I would respectfully disagree. I don't think the market is this free-floating, zero-rules, free-market, capitalist utopia that everyone seems to think it is. The entire world is based on finance, which is managed by large banks, and I highly doubt the entire world economy would be left to chance based on basic free-market supply and demand principles. Those who have the money have the power, and they will not relinquish it. When you're trying to maintain and build power, you don't play games of chance. People think the market is this thing where everyone interacts and chart patterns ultimately form, but I firmly believe it's a rigged-game and then sold to the public as "chaos" so that you become so confused and misdirected that you never come around to seeing the full picture: it is in fact very ordered.
Very interesting take.
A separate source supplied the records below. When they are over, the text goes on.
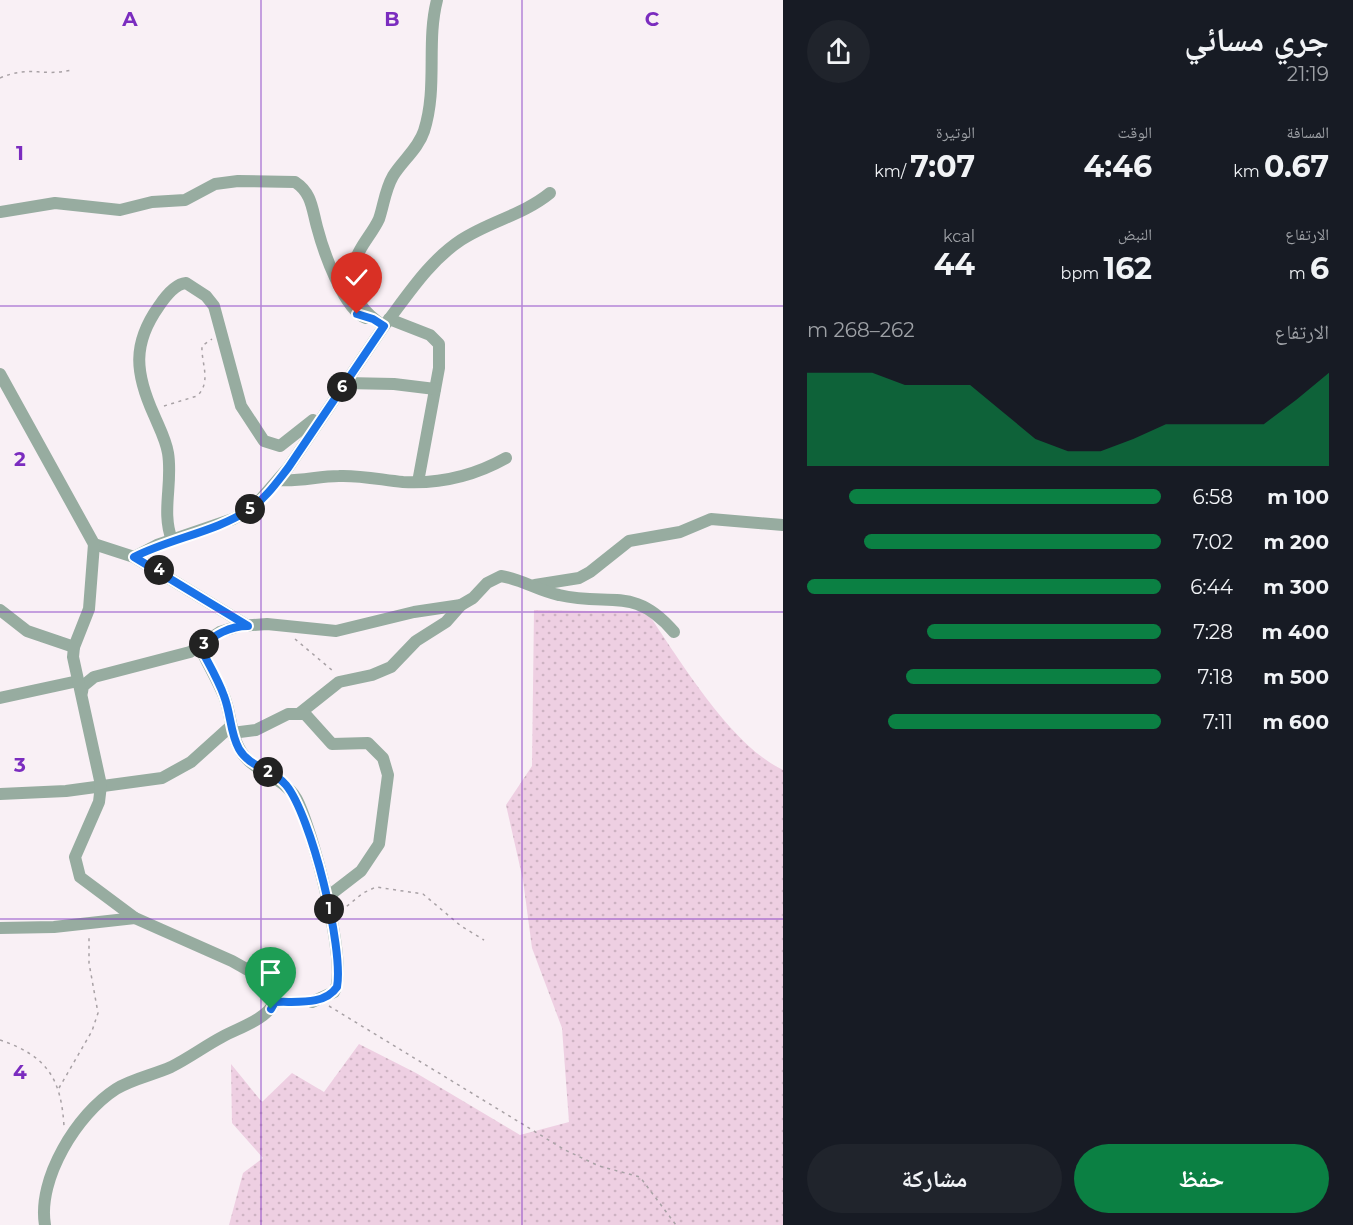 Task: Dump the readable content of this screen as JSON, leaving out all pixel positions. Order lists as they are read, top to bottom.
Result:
{
  "page": {
    "heading": ["جري مسائي", "21:19"],
    "stats": [
      ["المسافة", "0.67 km"],
      ["الوقت", "4:46"],
      ["الوتيرة", "7:07 /km"],
      ["الارتفاع", "6 m"],
      ["النبض", "162 bpm"],
      ["kcal", "44"]
    ],
    "chart": ["الارتفاع", "262–268 m"],
    "pins": [
      "6",
      "5",
      "4",
      "3",
      "2",
      "1"
    ],
    "list": [
      {
        "name": "100 m",
        "note": "6:58"
      },
      {
        "name": "200 m",
        "note": "7:02"
      },
      {
        "name": "300 m",
        "note": "6:44"
      },
      {
        "name": "400 m",
        "note": "7:28"
      },
      {
        "name": "500 m",
        "note": "7:18"
      },
      {
        "name": "600 m",
        "note": "7:11"
      }
    ],
    "buttons": ["حفظ", "مشاركة"]
  },
  "grid": {
    "columns": ["A", "B", "C"],
    "rows": [
      "1",
      "2",
      "3",
      "4"
    ]
  }
}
I see a lot of "trading as a career" or "trading for income" but if I'm about to take on excessive risk, I need to be paid at least 1 order of magnitude (preferably more) more than I otherwise would in a job with equivalent time, stress, and sanity spent. So, for example, if I am an engineer (currently am) making $200,000 a year with zero risk to the downside on my account (because the boss doesn't subtract money from my paycheck every month if I make a wrong decision), for trading to be worthwhile I would at least need to make $2,000,000 a year, and desirably more. Why else do it? Endless stress trying to beat out the market isn't worth it unless you get paid big time. I don't want an income; I want a fortune. The knowledge/information gap is so large, and I understand it now. I will never have access to information that large banks and hedge funds probably take for granted, and like you said, trying to gain that information and build that infrastructure could take many years. I guess the way forward for me is to try and get in with the right crowd and use their money or connections to try and take down some serious coin without having to build my own account, however, like you said, 20%pa isn't exactly an exciting life. Lately, I've begun to think that my entire approach to wealth and trading is wrong. Everyone talks about risk, which is essentially trying to cover your ass when you are wrong, but perhaps the opposite approach is needed. Maybe rather than trying to optimize portfolio management and worry about how much you are going to potentially lose, the solution is to target opportunities with asymmetric upside and worry about risk second. Go big or go home, type of deal. I personally find that when I am 99% sure of where the price is going to go next (sometimes you just know), and it hits, I wish I had leveraged more. Maybe the solution is to bet really big when you're almost certain you're right and then not bet at all any other time. This would kind of blow the 1% per trade nonsense out of the water but perhaps that's what's needed to have asymmetric gains.
The patterns form because everyone interacts. That is how you get support/resistance levels. EVERYONE thinks the markets will hit resistance and fall, so EVERYONE sells at the perceived resistance level and the market falls once enough people sell at that perceived level. When the dust settles, in hindsight, everyone goes "yep, that was the resistance level". Self-fulfilling pattern. It takes a few algos from big firms to go NOPE, let's believe in the instrument, and buy buy buys, and the resistance is broken. Then the sells go "oh, it's not really resistance any longer" and pile in with longs. That's the natural undulations of it. So you see, it is not "designed" that way...It is we who are the designers of it.
I don't know , I think he's right. The times I made money were when I was in at a good area, price was going in my favor, and I kept adding into my position so that when it finally hit, my 3:1 trade because 6:1 or more. If your initial position is far enough away you can add to your size and still cover to breakeven if necessary. I tend to give money back which is the reason I can't sustain profitability, but I found that while I don't have a statistical backtested strategy (edge, so to speak), reading the market on a discretionary basis in real time has produced the most promising results and one I would like to further pursue. These results were largely based on getting into trades at good areas and then aggressively adding to positions when right, so that when my profit target was hit I was hitting with big size (relative to the initial position).